The only $n \times n$ matrix in reduced row echelon form with
$n$ leading $1$'s is the identity matrix.
(d) $\implies$ (e): If $A$ can be reduced to $I_n$ by elementary row operations, then \[ E_k \cdots E_2 E_1 A = I_n \] for some elementary matrices $E_1, \ldots, E_k$. Since these are invertible, we have \[ A = (E_k \cdots E_2 E_1)^{-1} = E_1^{-1} \cdots E_k^{-1} , \] which is a product of elementary matrices by Theorem 3.11.
(e) $\implies$ (a): If $A$ is a product of elementary matrices, then it is invertible, using 3.11 and 3.9(c). $\qquad\Box$
We will see many important applications of Theorem 3.12. For now, we illustrate one theoretical application and one computational application.
Theorem 3.13: Let $A$ be a square matrix. If $B$ is a square matrix such that either $AB=I$ or $BA=I$, then $A$ is invertible and $B = A^{-1}$.
Proof: If $BA = I$, then the system $A \vx = \vec 0$ has only the trivial solution, as we saw in the challenge problem. So (c) is true. Therefore (a) is true, i.e. $A$ is invertible. Then: $$ \kern-6ex B = BI = BAA^{-1} = IA^{-1} = A^{-1} . $$ (The uniqueness argument again!) The other case is similar. $\quad\Box$
This is very useful! It means you only need to check multiplication in one order to know you have an inverse.
Theorem 3.14: Let $A$ be a square matrix. If a sequence of row operations reduces $A$ to $I$, then the same sequence of row operations transforms $I$ into $A^{-1}$.
Why does this work? It comes from our proof that (d) $\implies$ (e). If we represent the row operations as elementary matrices, we saw that \[ E_k \cdots E_2 E_1 A = I . \] Therefore, $E_k \cdots E_1$ is the inverse of $A$. And since $E_k \cdots E_1 = E_k \cdots E_1 I$, we can view this as the result of applying those row operations to $I$.

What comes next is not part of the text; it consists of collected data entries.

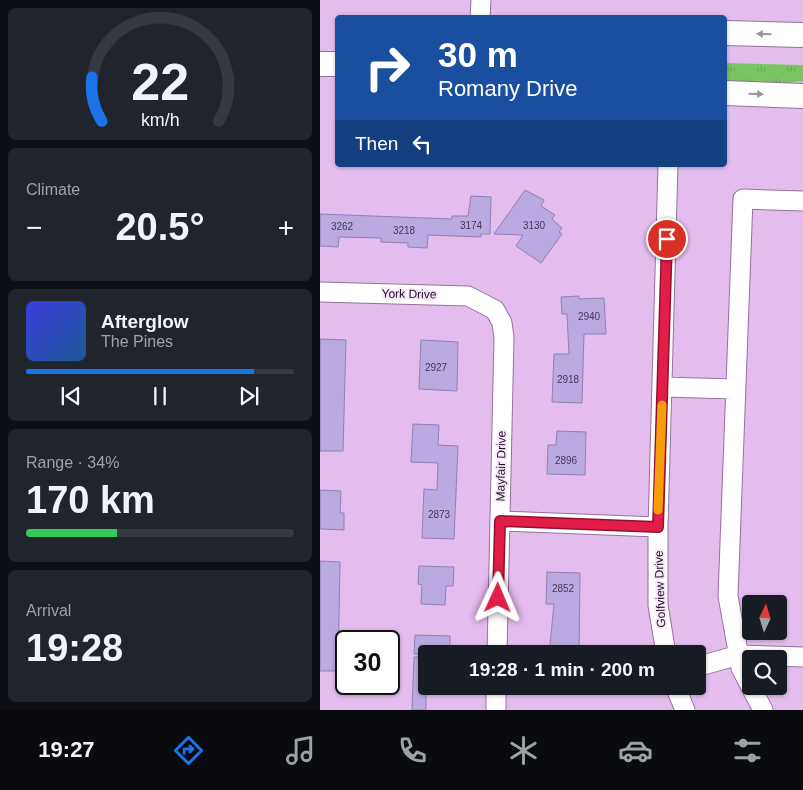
<!DOCTYPE html>
<html lang="en">
<head>
<meta charset="utf-8">
<style>
  body { margin:0; font-family:Arial,sans-serif; background:#20242c; color:#f1f3f6; height:100vh; display:flex; flex-direction:column; font-size:19px; white-space:nowrap }
  * { box-sizing:border-box; margin:0 }
  p { font-size:16px; color:#9ea1a6 }
  .icon { flex:none; width:28px; height:28px; fill:none; stroke:currentColor; stroke-width:2; stroke-linecap:round; stroke-linejoin:round }
  .map { position:relative; flex:1; overflow:hidden }
  .details { display:flex; flex-direction:column; gap:8px; padding:8px; background:#0d0f14; width:320px }
  .details>* { flex:none }
  .banner { position:absolute; left:15px; top:15px; width:392px; height:152px; border-radius:5px; box-shadow:0 1px 4px #0004; background:#1a4fa0; color:#fff; overflow:hidden }
  .needle { width:32px; rotate:4deg }
  .fabs { position:absolute; left:422px; top:595px; display:grid; gap:10px }
  .fabs a { display:grid; place-items:center; width:45px; height:45px; border-radius:5px; background:#171b24; box-shadow:0 1px 4px #0004; font-size:25px }
  .speed { position:absolute; left:15px; top:630px; display:flex; gap:10px; font-size:25px; font-weight:700; text-align:center }
  .speed>* { display:grid; place-content:center; width:65px; height:65px; border-radius:50%; background:#171b24; box-shadow:0 1px 4px #0004; line-height:1 }
  .speed .limit { border:2px solid #111; border-radius:8px; background:#fff; color:#111 }
  .pin { position:absolute; display:grid; place-items:center; width:42px; height:42px; color:#fff; margin:-21px; border:2px solid #fff; border-radius:50%; box-shadow:0 1px 5px #0007 }
  .me { position:absolute; width:55px; margin:-28px; rotate:1deg; stroke-linejoin:round; filter:drop-shadow(0 0 4px #0008) }
  .turn { display:flex; align-items:center; gap:18px; height:105px; padding:0 20px; font-size:22px }
  .turn .icon { width:65px; height:65px; stroke-width:2.5 }
  .turn b { display:block; font-size:35px; line-height:42px }
  .then { display:flex; align-items:center; height:48px; padding:0 20px; background:#0003; gap:10px; font-size:19px }
  .big { font-size:38px; font-weight:700; line-height:1.1 }
  .details .widget { flex:1; display:flex; flex-direction:column; justify-content:center; gap:8px; min-width:0; padding:0 18px; border-radius:8px; background:#20242c }
  .details .dial { align-items:center; gap:0 }
  .dial svg { height:130px; overflow:visible; fill:none; stroke:#363941; stroke-width:7; stroke-linecap:round; text-anchor:middle }
  .dial text { fill:#f1f3f6; stroke:none }
  .song { display:flex; align-items:center; gap:15px }
  .cover { width:60px; height:60px; border-radius:8px; background:linear-gradient(135deg,hsl(240 70% 55%),hsl(210 70% 35%)) }
  .played { height:5px; border-radius:2px; background:linear-gradient(90deg,#1a73e8 85%,#363941 85%) }
  .keys { display:flex; justify-content:space-around; direction:ltr }
  .heat { display:flex; justify-content:space-between; align-items:center; font-size:28px; direction:ltr }
  .charge { height:8px; border-radius:4px; background:linear-gradient(90deg,#34c759 34%,#363941 0) }
  .trip { position:absolute; left:98px; top:645px; width:288px; height:50px; border-radius:5px; background:#171b24; box-shadow:0 1px 4px #0004; font-weight:700; line-height:50px; text-align:center }
  .dock { display:flex; height:80px; justify-content:space-around; align-items:center; background:#090b0e; color:#9ea1a6 }
  .dock .icon { width:35px; height:35px }
  .dock .active { color:#1a73e8 }
  .dock b { font-size:22px; color:#f1f3f6 }
  main { display:flex; flex:1; min-height:0 }
  .map>svg:first-child { display:block }
</style>
</head>
<body>
<main>
<section class="details">
<div class="widget dial"><svg viewBox="0 0 100 80">
<path d="M14 69A42 42 0 1 1 86 69"/>
<path d="M14 69A42 42 0 0 1 8 42" stroke="#1a73e8"/>
<text x="50" y="56" font-size="32" font-weight="700">22</text>
<text x="50" y="72" font-size="11">km/h</text>
</svg></div>
<div class="widget"><p>Climate</p>
<div class="heat"><a>−</a><b class="big">20.5°</b><a>+</a></div>
</div>
<div class="widget">
<div class="song"><i class="cover"></i><div><b>Afterglow</b><p>The Pines</p></div></div>
<div class="played"></div>
<div class="keys"><svg class="icon" aria-label="previous" viewBox="0 0 24 24"><path d="M18 5L8 12l10 7zM5 5v14"/></svg><svg class="icon" aria-label="pause" viewBox="0 0 24 24"><path d="M8 5v14M16 5v14"/></svg><svg class="icon" aria-label="next" viewBox="0 0 24 24"><path d="M6 5l10 7-10 7zM19 5v14"/></svg></div>
</div>
<div class="widget"><p>Range · 34%</p><b class="big">170 km</b><div class="charge"></div></div>
<div class="widget"><p>Arrival</p><b class="big">19:28</b></div>
</section>
<div class="map">
<svg width="483" height="710" viewBox="0 0 483 710">
  <defs>
    <pattern id="grass-tufts" width="24" height="20" patternUnits="userSpaceOnUse" patternTransform="scale(1.25)"><rect width="24" height="20" fill="#79c561"/><path d="M3 7l-1-3M5 7V3M7 7l1-3M15 17l-1-3M17 17v-4M19 17l1-3" fill="none" stroke="#68a854"/></pattern>
  </defs>
  <rect width="100%" height="100%" fill="#e4bdef"/>
  <!-- grass -->
  <path fill="url(#grass-tufts)" d="M405 63 483 65V81L468 83 405 81Z"/>
  <!-- building -->
  <path fill="#bbaae1" stroke="#907fb3" d="M205 190 224 200 221 206 235 215 232 219 242 228 239 232 242 234 221 263 196 246 203 235 174 234Z
    M151 196 171 197 170 234H161V237L108 235 107 248 88 247V243L61 242V238L19 237 18 247 0 246V214L132 219V216H148Z
    M259 296V299L284 298 286 334H264L262 403 232 402 234 354H249L247 314H242L241 297Z
    M0 339 26 340 23 451H0Z
    M101 340 138 342 137 391 99 389Z
    M93 424 119 425 118 445 138 446 134 539 102 538 104 489 117 490 118 463 91 462Z
    M237 431 266 432 265 475 227 474 228 445H236Z
    M0 490 21 491 20 513H24V530L0 529Z
    M0 561 20 562 18 671H0Z
    M99 566 134 567 133 586H126L125 605 101 604 102 585 98 584Z
    M227 572 260 573 259 654H229L234 604H226Z
    M95 635 130 636V654H94Z
    M94 657H106V710H92Z"/>
  <g fill="none" stroke-linecap="round" stroke-linejoin="round">
    <!-- minor casing -->
    <g stroke="#95719f" stroke-width="21">
      <path id="minor" d="M160 18 161 0
        M0 292 148 296 175 310 182 323 184 337 177 654
        M343 387 415 389
        M180 521 338 527
        M346 654 338 605V527L348 165
        M376 667 419 655 483 657
        M355 686 365 710
        M176 710V686
        M443 710 421 668 408 596 423 199 483 201"/>
    </g>
    <!-- major casing -->
    <g stroke="#95719f" stroke-width="26">
      <path id="major" d="M405 33 483 35
        M0 64H18
        M405 93 483 96"/>
    </g>
    <!-- minor -->
    <use href="#minor" stroke="#fff" stroke-width="19"/>
    <!-- major -->
    <use href="#major" stroke="#fff" stroke-width="24"/>
  </g>
  <!-- one-way arrows -->
  <defs><path id="oneway-solid" d="M-6-.8H1V-3.2L6.5 0L1 3.2V.8H-6Z" transform="scale(1.25)"/></defs>
  <g fill="#9a949c">
    <use href="#oneway-solid" transform="translate(444 34) rotate(-179)"/>
    <use href="#oneway-solid" transform="translate(436 94) rotate(2)"/>
  </g>
  <g fill="none" stroke-linecap="round" stroke-linejoin="round">
    <!-- route casing -->
    <g stroke="#92132f" stroke-width="12">
      <path id="route" d="M178 598 180 521 338 527 347 239"/>
    </g>
    <!-- route -->
    <use href="#route" stroke="#e11d48" stroke-width="9"/>
    <!-- slow -->
    <path stroke="#f59e0b" stroke-width="9" d="M338 510 342 405"/>
  </g>
  <g text-anchor="middle" stroke-width="4" stroke-linejoin="round" paint-order="stroke">
    <!-- number labels -->
    <g font-size="10" fill="#463752">
      <text x="151" y="229">3174</text>
      <text x="214" y="229">3130</text>
      <text x="22" y="230">3262</text>
      <text x="84" y="234">3218</text>
      <text x="269" y="320">2940</text>
      <text x="116" y="371">2927</text>
      <text x="248" y="383">2918</text>
      <text x="246" y="464">2896</text>
      <text x="119" y="518">2873</text>
      <text x="243" y="592">2852</text>
    </g>
    <!-- street labels -->
    <g font-size="12" fill="#1f1123" stroke="#f7e8fc">
      <text transform="translate(89 294) rotate(1)" y="4">York Drive</text>
      <text transform="translate(181 466) rotate(-89)" y="4">Mayfair Drive</text>
      <text transform="translate(340 589) rotate(-92)" y="4">Golfview Drive</text>
    </g>
  </g>
</svg>
<div class="fabs">
<a><svg class="needle" viewBox="-14 -14 28 28"><path d="M0-13l5 13h-10z" fill="#e53935"/><path d="M0 13l5-13h-10z" fill="#9ea1a6"/></svg></a>
<a><svg class="icon" aria-label="search" viewBox="0 0 24 24"><circle cx="10" cy="10" r="6"/><path d="M15 15l6 6"/></svg></a>
</div>
<div class="speed"><div class="limit">30</div></div>
<div class="pin" style="left:347px;top:239px;background:#d93025"><svg class="icon" aria-label="arrive" viewBox="0 0 24 24"><path d="M6 21V4h12l-3 4 3 4H6"/></svg></div>
<svg class="me" style="left:178px;top:598px" viewBox="-20 -20 40 40"><path d="M0-17L14 15 0 8-14 15z" fill="#e11d48" stroke="#fff" stroke-width="4"/></svg>
<div class="trip">19:28 · 1 min · 200 m</div>
<div class="banner">
<div class="turn"><svg class="icon" aria-label="right" viewBox="0 0 24 24"><path d="M7 20v-9h11M14 6l5 5-5 5"/></svg><div><b>30 m</b>Romany Drive</div></div>
<div class="then">Then<svg class="icon" aria-label="left" viewBox="0 0 24 24"><path d="M17 20v-9H6M10 6l-5 5 5 5"/></svg></div>
</div>
</div>
</main>
<nav class="dock">
<b>19:27</b>
<svg class="icon active" aria-label="directions" viewBox="0 0 24 24"><path d="M12 3l9 9-9 9-9-9zM9 14v-3h6M13 9l2 2-2 2"/></svg>
<svg class="icon" aria-label="music" viewBox="0 0 24 24"><path d="M9 18V5l10-2v13"/><circle cx="6" cy="18" r="3"/><circle cx="16" cy="16" r="3"/></svg>
<svg class="icon" aria-label="phone" viewBox="0 0 24 24"><path d="M5 4h4l2 5-3 2q2 4 5 5l2-3 5 2v4C11 20 4 13 5 4z"/></svg>
<svg class="icon" aria-label="climate" viewBox="0 0 24 24"><path d="M12 3v18M4 7l16 10M4 17L20 7"/></svg>
<svg class="icon" aria-label="car" viewBox="0 0 24 24"><path d="M5 17H2v-5l4-1 3-4h7l3 4 3 1v5h-3M9 17h6M6 11h13"/><circle cx="7" cy="17" r="2"/><circle cx="17" cy="17" r="2"/></svg>
<svg class="icon" aria-label="filters" viewBox="0 0 24 24"><path d="M4 7h16M4 17h16"/><circle cx="9" cy="7" r="2"/><circle cx="15" cy="17" r="2"/></svg>
</nav>
</body>
</html>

This gives the Gauss-Jordan method for determining whether a matrix $A$ is invertible, and finding the inverse:
2. Use row operations to get it into reduced row echelon form.
3. If a zero row appears in the left-hand portion, then $A$ is not invertible.
4. Otherwise, $A$ will turn into $I$, and the right hand portion is $A^{-1}$.
The trend continues: when given a problem to solve in linear algebra, we usually find a way to solve it using row reduction!
Note that finding $A^{-1}$ is more work than solving a system $A \vx = \vb$.
We aren't covering inverse matrices over $\Z_m$ (Example 3.32).